# Pull a non-fire curtain in a fire?



## Jay Ashworth (May 26, 2015)

My house has a low enough backstage ceiling (as I understand the rule) that it doesn't have a separate Fire Curtain, in addition to the horizontal-travel scene curtain.

When I start each show, I remind my LBO that if I have to call a fire evac, their job is to switch the house lights to architectural, and then get the hell out of the booth; I will make an evac announcement over the PA (I *never* work a booth without a mic in it), and then follow them.

But there's a question that was just brought to my mind by the Fire Hose thread elsewhere this week:

Do we pull the curtain? Does it help?

I'm sure it was treated in some fashion; it's a commercial proscenium curtain. It is 15 years old, and probably has never been re-treated.


----------



## StradivariusBone (May 26, 2015)

As I understand it, a large part of what a fire curtain does is to prevent smoke from entering the audience area, coupled with roof vents to evacuate smoke through the top of the stage creating a draft to draw all the bad air up and out which gives time to egress. I know with our main rag in the air flow around the sides of the curtain is very noticeable with the HVAC running. I'm guessing for our situation it would not serve as an adequate smoke barrier.


----------



## Footer (May 26, 2015)

Get your curtains retreated first. This should be done every 5 years unless they are IFR. After you have taken steps to prevent the spread of fire you can then figure out what to do if there is one. 

I wouldn't bring it in though. You would just be adding ore fuel to the ground. 

Finally, get a bull horn. Don't expect your PA to work in an emergency.


----------



## BillConnerFASTC (May 26, 2015)

I don't think the time it would take to close a house curtain would be worth it (unless it was a fire and this made it possible to extinguish). It does bring a potential combustible (don't believe that flame retardant does much) closer to the audience, probably a bad thing.

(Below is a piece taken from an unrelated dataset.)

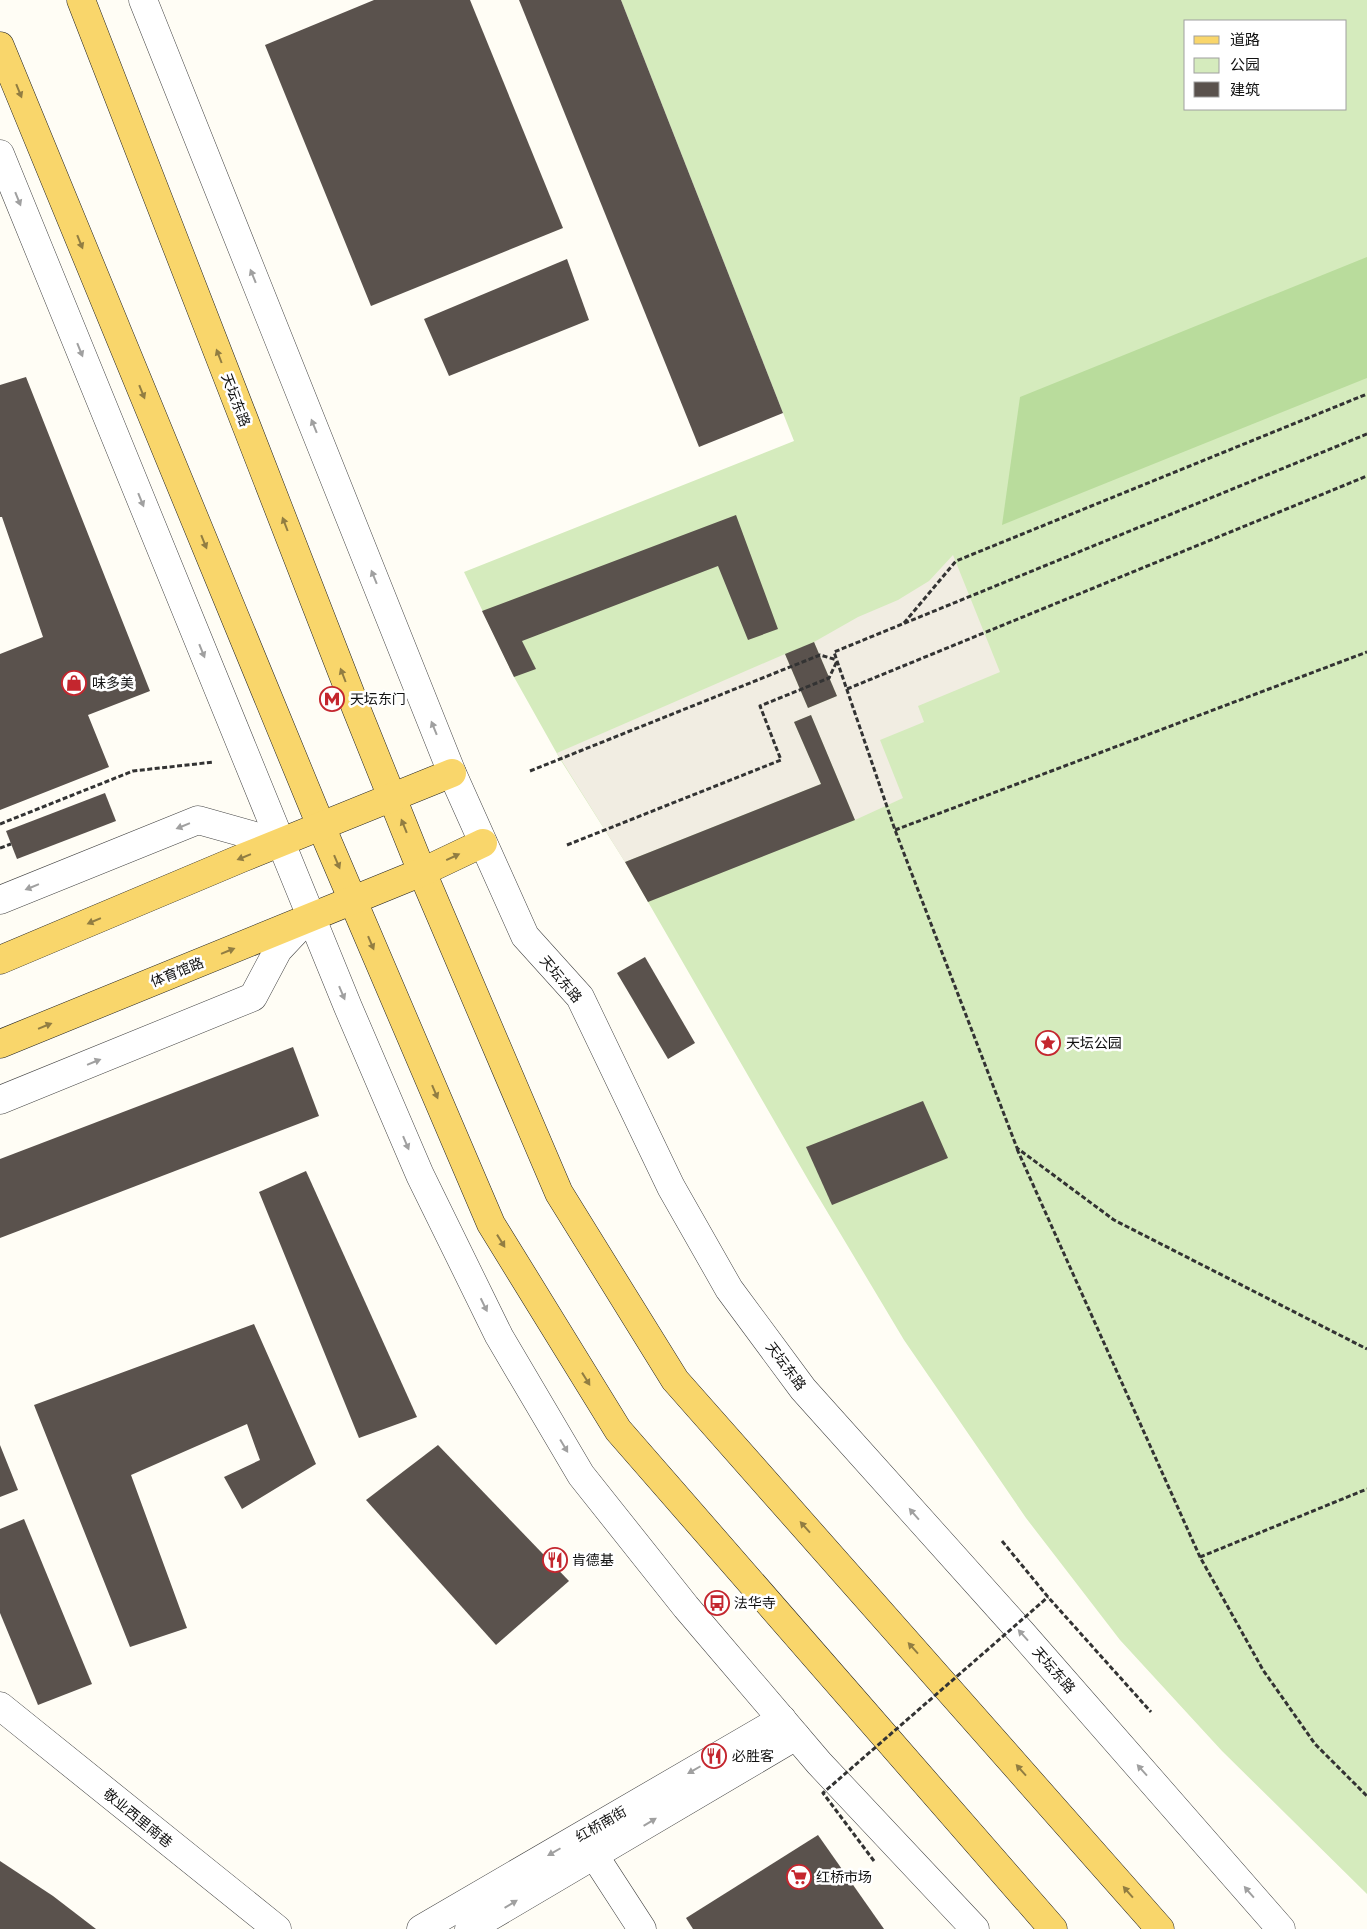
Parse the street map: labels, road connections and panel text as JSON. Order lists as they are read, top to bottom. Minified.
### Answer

If your vents in the stage roof had a manual means to open them from the stage floor - as is required by building and fire codes but probably not ever installed a lot of times - the time to open them would be much more useful to protecting the occupants. The automatic opening - heat detectors or fusible links - are unlikely to open the vents before everyone has egressed.

No fire safety curtain of the types commonly installed in the US, let alone a plain main curtain, will stop smoke from spreading into the auditorium if there is positive pressure on stage. If there is negative pressure, it is not needed to stop smoke. (So I am saying it's useless, but that story for another day.) The best way to achieve negative pressure, or at least keep the neutral pressure plane over the stage above the proscenium opening or that point at which smoke will roll into the auditorium are vents or exhaust high. This was well understood by the Austrians when they investigated the 1881 Ring Theatre fire in Vienna Austria as well as the work done by an engineer after the Iroquois Theatre fire. (See "On the Safeguarding of Life in Theatres" bu John Freeman PE - free on google books and elsewhere.) A fire at the Frankfurt opera house in mid 1980s - trying to find the source photos and article and my report but this was practically pre-personal computer and in one 40 or so file boxes in my house - where the robust and heavily steel framed fire safety curtain as well as the 3 hour metal man-doors in the proscenium wall all buckled in a lot as a result of the negative pressure on stage.


----------



## venuetech (May 26, 2015)

http://www.oper-frankfurt.de/en/page651.cfm
16 ton iron curtain?


----------



## BillConnerFASTC (May 26, 2015)

I think the safety curtain at the Royal Opera House in 
London is more like 25 tons.

On Frankfurt, soon after the fire I spoke with Michael Yeargan who had been on the stage the day before the fire. I was able to get plans of scenery but suffice it to say it was a "bare stage" design with very little scenery on stage reported.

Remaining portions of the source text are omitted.